* _Task objective_: All of the data needs to come back exactly as written.

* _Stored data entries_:
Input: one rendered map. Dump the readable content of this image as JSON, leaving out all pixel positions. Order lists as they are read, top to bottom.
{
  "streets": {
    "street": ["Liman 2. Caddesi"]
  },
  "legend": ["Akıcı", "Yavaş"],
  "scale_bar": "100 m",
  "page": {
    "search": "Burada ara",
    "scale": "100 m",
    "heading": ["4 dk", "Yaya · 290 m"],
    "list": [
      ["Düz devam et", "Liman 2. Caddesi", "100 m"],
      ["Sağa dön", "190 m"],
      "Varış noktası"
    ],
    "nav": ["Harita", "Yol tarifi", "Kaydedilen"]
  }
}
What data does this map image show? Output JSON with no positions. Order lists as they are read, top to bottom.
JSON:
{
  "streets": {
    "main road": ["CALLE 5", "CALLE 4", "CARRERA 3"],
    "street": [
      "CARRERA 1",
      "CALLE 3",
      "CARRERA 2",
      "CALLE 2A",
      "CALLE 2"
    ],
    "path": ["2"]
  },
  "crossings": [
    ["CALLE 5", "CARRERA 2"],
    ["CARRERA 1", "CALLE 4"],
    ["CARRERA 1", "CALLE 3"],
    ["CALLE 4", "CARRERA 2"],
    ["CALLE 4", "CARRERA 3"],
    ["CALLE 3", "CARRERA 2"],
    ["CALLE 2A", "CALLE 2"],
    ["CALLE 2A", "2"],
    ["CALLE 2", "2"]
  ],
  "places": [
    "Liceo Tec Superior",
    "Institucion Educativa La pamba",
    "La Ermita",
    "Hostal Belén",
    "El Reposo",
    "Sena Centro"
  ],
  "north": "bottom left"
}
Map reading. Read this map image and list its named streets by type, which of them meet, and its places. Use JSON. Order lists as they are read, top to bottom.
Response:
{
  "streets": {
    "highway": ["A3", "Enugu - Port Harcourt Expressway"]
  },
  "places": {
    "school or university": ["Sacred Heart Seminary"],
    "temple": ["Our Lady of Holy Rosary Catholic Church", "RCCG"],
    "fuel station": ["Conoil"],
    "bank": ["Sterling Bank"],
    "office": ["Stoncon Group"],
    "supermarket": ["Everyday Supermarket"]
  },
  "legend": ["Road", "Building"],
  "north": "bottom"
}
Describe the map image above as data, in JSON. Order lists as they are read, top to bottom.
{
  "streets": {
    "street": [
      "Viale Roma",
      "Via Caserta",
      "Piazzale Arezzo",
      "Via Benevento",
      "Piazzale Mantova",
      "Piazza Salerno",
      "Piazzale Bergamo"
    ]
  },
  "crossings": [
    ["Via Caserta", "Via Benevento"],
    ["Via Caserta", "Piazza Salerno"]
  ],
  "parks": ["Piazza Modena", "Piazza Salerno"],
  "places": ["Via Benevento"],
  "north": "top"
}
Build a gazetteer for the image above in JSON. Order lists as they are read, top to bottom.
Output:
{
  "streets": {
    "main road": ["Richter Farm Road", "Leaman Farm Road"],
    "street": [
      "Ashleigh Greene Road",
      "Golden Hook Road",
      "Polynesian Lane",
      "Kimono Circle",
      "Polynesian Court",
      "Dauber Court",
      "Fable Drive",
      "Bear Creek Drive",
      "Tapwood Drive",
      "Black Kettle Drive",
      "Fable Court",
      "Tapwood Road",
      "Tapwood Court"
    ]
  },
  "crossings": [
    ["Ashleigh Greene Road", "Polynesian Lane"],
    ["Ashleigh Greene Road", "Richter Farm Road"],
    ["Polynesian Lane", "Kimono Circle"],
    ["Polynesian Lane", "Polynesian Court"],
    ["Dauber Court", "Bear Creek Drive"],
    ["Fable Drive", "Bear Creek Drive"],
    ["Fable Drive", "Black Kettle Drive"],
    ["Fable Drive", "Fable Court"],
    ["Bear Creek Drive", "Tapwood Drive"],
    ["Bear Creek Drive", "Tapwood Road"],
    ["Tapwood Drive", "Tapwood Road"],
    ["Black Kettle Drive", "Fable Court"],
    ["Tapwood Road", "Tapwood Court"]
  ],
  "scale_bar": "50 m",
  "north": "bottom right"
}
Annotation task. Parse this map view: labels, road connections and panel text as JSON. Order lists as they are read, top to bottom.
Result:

* _Finished task_:
Input: one rendered map. Dump the readable content of this image as JSON, leaving out all pixel positions. Order lists as they are read, top to bottom.
{
  "streets": {
    "street": ["Liman 2. Caddesi"]
  },
  "legend": ["Akıcı", "Yavaş"],
  "scale_bar": "100 m",
  "page": {
    "search": "Burada ara",
    "scale": "100 m",
    "heading": ["4 dk", "Yaya · 290 m"],
    "list": [
      ["Düz devam et", "Liman 2. Caddesi", "100 m"],
      ["Sağa dön", "190 m"],
      "Varış noktası"
    ],
    "nav": ["Harita", "Yol tarifi", "Kaydedilen"]
  }
}
What data does this map image show? Output JSON with no positions. Order lists as they are read, top to bottom.
JSON:
{
  "streets": {
    "main road": ["CALLE 5", "CALLE 4", "CARRERA 3"],
    "street": [
      "CARRERA 1",
      "CALLE 3",
      "CARRERA 2",
      "CALLE 2A",
      "CALLE 2"
    ],
    "path": ["2"]
  },
  "crossings": [
    ["CALLE 5", "CARRERA 2"],
    ["CARRERA 1", "CALLE 4"],
    ["CARRERA 1", "CALLE 3"],
    ["CALLE 4", "CARRERA 2"],
    ["CALLE 4", "CARRERA 3"],
    ["CALLE 3", "CARRERA 2"],
    ["CALLE 2A", "CALLE 2"],
    ["CALLE 2A", "2"],
    ["CALLE 2", "2"]
  ],
  "places": [
    "Liceo Tec Superior",
    "Institucion Educativa La pamba",
    "La Ermita",
    "Hostal Belén",
    "El Reposo",
    "Sena Centro"
  ],
  "north": "bottom left"
}
Map reading. Read this map image and list its named streets by type, which of them meet, and its places. Use JSON. Order lists as they are read, top to bottom.
Response:
{
  "streets": {
    "highway": ["A3", "Enugu - Port Harcourt Expressway"]
  },
  "places": {
    "school or university": ["Sacred Heart Seminary"],
    "temple": ["Our Lady of Holy Rosary Catholic Church", "RCCG"],
    "fuel station": ["Conoil"],
    "bank": ["Sterling Bank"],
    "office": ["Stoncon Group"],
    "supermarket": ["Everyday Supermarket"]
  },
  "legend": ["Road", "Building"],
  "north": "bottom"
}
Describe the map image above as data, in JSON. Order lists as they are read, top to bottom.
{
  "streets": {
    "street": [
      "Viale Roma",
      "Via Caserta",
      "Piazzale Arezzo",
      "Via Benevento",
      "Piazzale Mantova",
      "Piazza Salerno",
      "Piazzale Bergamo"
    ]
  },
  "crossings": [
    ["Via Caserta", "Via Benevento"],
    ["Via Caserta", "Piazza Salerno"]
  ],
  "parks": ["Piazza Modena", "Piazza Salerno"],
  "places": ["Via Benevento"],
  "north": "top"
}
Build a gazetteer for the image above in JSON. Order lists as they are read, top to bottom.
Output:
{
  "streets": {
    "main road": ["Richter Farm Road", "Leaman Farm Road"],
    "street": [
      "Ashleigh Greene Road",
      "Golden Hook Road",
      "Polynesian Lane",
      "Kimono Circle",
      "Polynesian Court",
      "Dauber Court",
      "Fable Drive",
      "Bear Creek Drive",
      "Tapwood Drive",
      "Black Kettle Drive",
      "Fable Court",
      "Tapwood Road",
      "Tapwood Court"
    ]
  },
  "crossings": [
    ["Ashleigh Greene Road", "Polynesian Lane"],
    ["Ashleigh Greene Road", "Richter Farm Road"],
    ["Polynesian Lane", "Kimono Circle"],
    ["Polynesian Lane", "Polynesian Court"],
    ["Dauber Court", "Bear Creek Drive"],
    ["Fable Drive", "Bear Creek Drive"],
    ["Fable Drive", "Black Kettle Drive"],
    ["Fable Drive", "Fable Court"],
    ["Bear Creek Drive", "Tapwood Drive"],
    ["Bear Creek Drive", "Tapwood Road"],
    ["Tapwood Drive", "Tapwood Road"],
    ["Black Kettle Drive", "Fable Court"],
    ["Tapwood Road", "Tapwood Court"]
  ],
  "scale_bar": "50 m",
  "north": "bottom right"
}
Annotation task. Parse this map view: labels, road connections and panel text as JSON. Order lists as they are read, top to bottom.
Result:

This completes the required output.